*Data shown*:
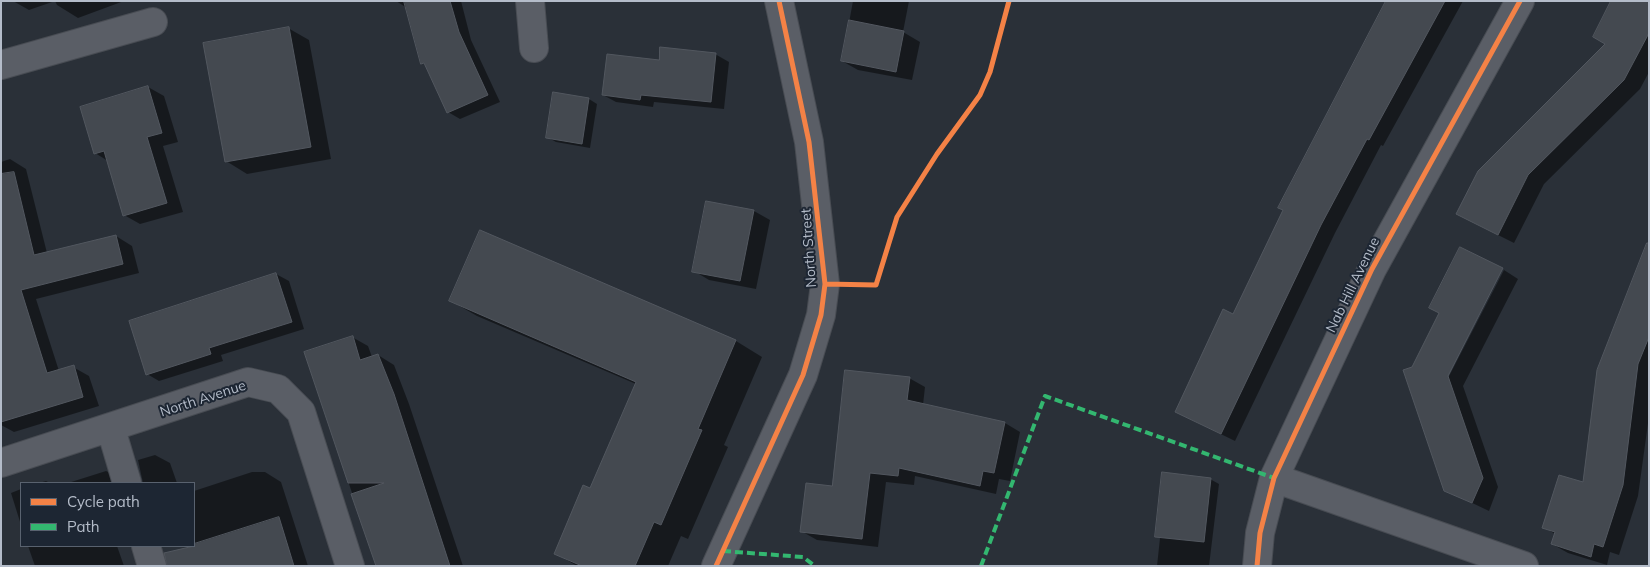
<!DOCTYPE html>
<html>
<head>
<meta charset="utf-8">
<style>
  body { margin:0 }
  #map { position:relative; width:1650px; height:567px; overflow:hidden; background:#2a3038; font-family:Mulish,sans-serif }
  canvas { display:block }
  .frame { position:absolute; inset:0; border:2px solid #b4bcc9; pointer-events:none }
  .legend { position:absolute; left:20px; top:482px; width:175px; height:65px; box-sizing:border-box; background:#1d2633; border:1px solid #59626f; margin:0; padding:6px 9px; list-style:none; font-size:15px; color:#b4bcc9 }
  .legend li { display:flex; align-items:center; gap:10px; height:25px }
  .legend b { width:25px; border:1px solid #59626f }
</style>
</head>
<body>
<div id="map">
<canvas width="1650" height="567"></canvas>
<div class="frame"></div>
<ul class="legend">
<li><b style="height:6px;background:#f48246"></b>Cycle path</li>
<li><b style="height:6px;background:#33b770"></b>Path</li>
</ul>
</div>
<script>
const g = document.querySelector('canvas').getContext('2d');
g.lineJoin = 'round';
function fill(path, color) { g.fillStyle = color; g.fill(path, 'evenodd'); }
function trace(path, color, width, dash) { g.strokeStyle = color; g.lineWidth = width; g.lineCap = dash ? 'butt' : 'round'; g.setLineDash(dash || []); g.stroke(path); }
function label(font, color, halo, rows, align = 'center') {
  g.font = font + ' Mulish,sans-serif'; g.lineWidth = 4; g.setLineDash([]); g.textBaseline = 'middle'; g.strokeStyle = halo; g.fillStyle = color; for (const [text, x, y, turn = 0] of rows) {
    g.save(); g.translate(x, y); g.rotate((+turn || 0) * Math.PI / 180); g.textAlign = isNaN(turn) ? turn : align; if (halo) g.strokeText(text, 0, 0); g.fillText(text, 0, 0); g.restore();
  }
}
fill(new Path2D(`
  M13,1h42l-26,9z
  M55,1h69l-46,17 -21,-13z
  M396,1h65l10,39 29,62 -40,17 -12,-7 -21,-46 -5,-3 -15,-55z
  M853,1h56l-6,31 17,10 -8,38 -54,-10 -16,-9z
  M1387,1h76l-80,145 -2,-1 -46,88 -100,208 -45,-22 44,-103z
  M1649,1v71l-9,17 -96,95 -30,59 -40,-20z
  M288,28l21,12 22,119 -84,15 -21,-13z
  M715,54l14,8 -5,47 -70,-7 -1,5 -37,-5 -13,-7 57,-34z
  M148,87l16,9 14,46 -15,4 20,66 -43,12 -16,-9 -16,-54 -13,-8z
  M589,99l8,5 -7,44 -34,-6 -9,-5z
  M10,159l16,10 21,84 69,-17 16,10 7,27 -103,26 23,72 14,-4 16,9 10,30 -85,26 -13,-7v-263z
  M754,211l16,9 -14,69 -47,-9 -15,-9z
  M481,232l255,109 26,16 -38,88 4,2 -40,92 -7,-3 -13,30h-91l-22,-13 36,-64 45,-105 -159,-68 -26,-15z
  M1649,240v176l-11,80 -19,59 -9,-3 -3,13 -39,-12 -16,-9 3,-10 -11,-7 40,-43 14,-114z
  M1461,249l-15,133 58,-112 14,9 -55,107 35,101 -9,24 -44,-21 -32,-122 27,-55z
  M276,274l13,7 15,48 -83,26 2,6 -64,20 -12,-7z
  M352,337l16,9 4,11 6,-2 16,10 15,39 54,162h-87l-70,-213z
  M909,378l16,9 -2,18 82,18 15,9 -10,49 -11,-2 -3,15 -81,-18 -1,9 -28,-3 -8,65 -61,-7 -16,-9z
  M155,455l15,8 7,20h-34l-5,-23z
  M106,471l16,8 1,4h-55z
  M252,472h13l16,10 27,84h-68l-45,-7 -5,-13h4v-55z
  M1210,479l9,5 -10,82h-52l3,-28 -3,-2z
  M46,481l4,2h-11z
  M21,489v36l-10,-32z
  M28,546h89l7,20h-89z`), '#0007');
const building = new Path2D(`
  M404,1h46l9,31 29,63 -41,18 -23,-50 -3,1z
  M1386,1h59l-76,139 -2,-1 -46,86 -100,209 -46,-22 48,-103 10,5 50,-104 -5,-2z
  M1611,1h38v32l-25,47 -96,95 -30,60 -42,-21 22,-43 127,-127 -12,-7z
  M849,20l55,11 -8,41 -55,-11z
  M289,27l22,120 -86,15 -22,-119z
  M660,47l56,6 -5,49 -70,-7 -1,5 -38,-5 5,-41 52,6z
  M148,86l14,47 -15,4 20,66 -44,13 -19,-65 -10,3 -14,-47z
  M553,92l36,6 -7,46 -36,-6z
  M14,172l20,83 82,-20 7,29 -102,26 26,83 27,-8 9,32 -82,25v-248z
  M706,201l48,9 -14,71 -48,-9z
  M480,230l256,110 -38,89 4,1 -41,95 -7,-3 -19,44h-53l-28,-12 29,-69 7,3 46,-106 -187,-81z
  M1647,243h2v94l-11,27 -15,121 -20,62 -9,-3 -3,13 -40,-13 4,-12 -13,-4 17,-53 24,7 14,-112z
  M1460,247l43,21 -55,108 35,102 -11,25 -28,-12 -41,-121 9,-3 27,-54 -10,-5z
  M276,273l16,49 -83,26 2,6 -65,21 -17,-54z
  M353,336l7,24 18,-6 16,40 56,172h-74l-25,-72 33,-11h-36l-44,-131z
  M845,370l65,7 -3,23 98,22 -11,51 -11,-2 -3,15 -81,-18 -1,8 -28,-3 -8,66 -62,-7 6,-49 26,3z
  M1162,472l49,6 -7,64 -49,-5z
  M279,517l15,49h-127l-3,-13 30,-7v-2z`);
fill(building, '#444950');
trace(building, '#52575f', 1);
const minor = new Path2D(`
  M530,1l4,47
  M1,65l152,-43
  M111,429l16,54
  M1,463l247,-81 30,7 23,23 49,154
  M1274,478l250,88
  M146,546l6,20
  M716,566l87,-191 18,-60 4,-31 -16,-142 -30,-141
  M1257,566l3,-33 14,-55 98,-209 148,-268`);
trace(minor, '#484c53', 30);
trace(minor, '#5a5e66', 28);
trace(new Path2D(`
  M723,551l80,6 12,9
  M981,566l64,-170 229,82`), '#33b770', 4, [8, 4]);
trace(new Path2D(`
  M825,284l51,1 21,-68 40,-63 43,-59 10,-23 19,-71
  M716,566l87,-191 18,-60 4,-31 -16,-142 -30,-141
  M1257,566l3,-33 14,-55 98,-209 148,-268`), '#f48246', 5);
label('14px', '#b4bcc9', '#1d2633', [
  ["North Street",809,248,-94],
  ["Nab Hill Avenue",1353,285,-64],
  ["North Avenue",203,399,-18]
]);
</script>
</body>
</html>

*Problem details*:
Starting at the first line of the material above and ending with the line that contains "M55,1h69l-46,17 -21,-13z", reproduce every line exactly, and leave out the pictures.

*Solution for this exercise*:
<!DOCTYPE html>
<html>
<head>
<meta charset="utf-8">
<style>
  body { margin:0 }
  #map { position:relative; width:1650px; height:567px; overflow:hidden; background:#2a3038; font-family:Mulish,sans-serif }
  canvas { display:block }
  .frame { position:absolute; inset:0; border:2px solid #b4bcc9; pointer-events:none }
  .legend { position:absolute; left:20px; top:482px; width:175px; height:65px; box-sizing:border-box; background:#1d2633; border:1px solid #59626f; margin:0; padding:6px 9px; list-style:none; font-size:15px; color:#b4bcc9 }
  .legend li { display:flex; align-items:center; gap:10px; height:25px }
  .legend b { width:25px; border:1px solid #59626f }
</style>
</head>
<body>
<div id="map">
<canvas width="1650" height="567"></canvas>
<div class="frame"></div>
<ul class="legend">
<li><b style="height:6px;background:#f48246"></b>Cycle path</li>
<li><b style="height:6px;background:#33b770"></b>Path</li>
</ul>
</div>
<script>
const g = document.querySelector('canvas').getContext('2d');
g.lineJoin = 'round';
function fill(path, color) { g.fillStyle = color; g.fill(path, 'evenodd'); }
function trace(path, color, width, dash) { g.strokeStyle = color; g.lineWidth = width; g.lineCap = dash ? 'butt' : 'round'; g.setLineDash(dash || []); g.stroke(path); }
function label(font, color, halo, rows, align = 'center') {
  g.font = font + ' Mulish,sans-serif'; g.lineWidth = 4; g.setLineDash([]); g.textBaseline = 'middle'; g.strokeStyle = halo; g.fillStyle = color; for (const [text, x, y, turn = 0] of rows) {
    g.save(); g.translate(x, y); g.rotate((+turn || 0) * Math.PI / 180); g.textAlign = isNaN(turn) ? turn : align; if (halo) g.strokeText(text, 0, 0); g.fillText(text, 0, 0); g.restore();
  }
}
fill(new Path2D(`
  M13,1h42l-26,9z
  M55,1h69l-46,17 -21,-13z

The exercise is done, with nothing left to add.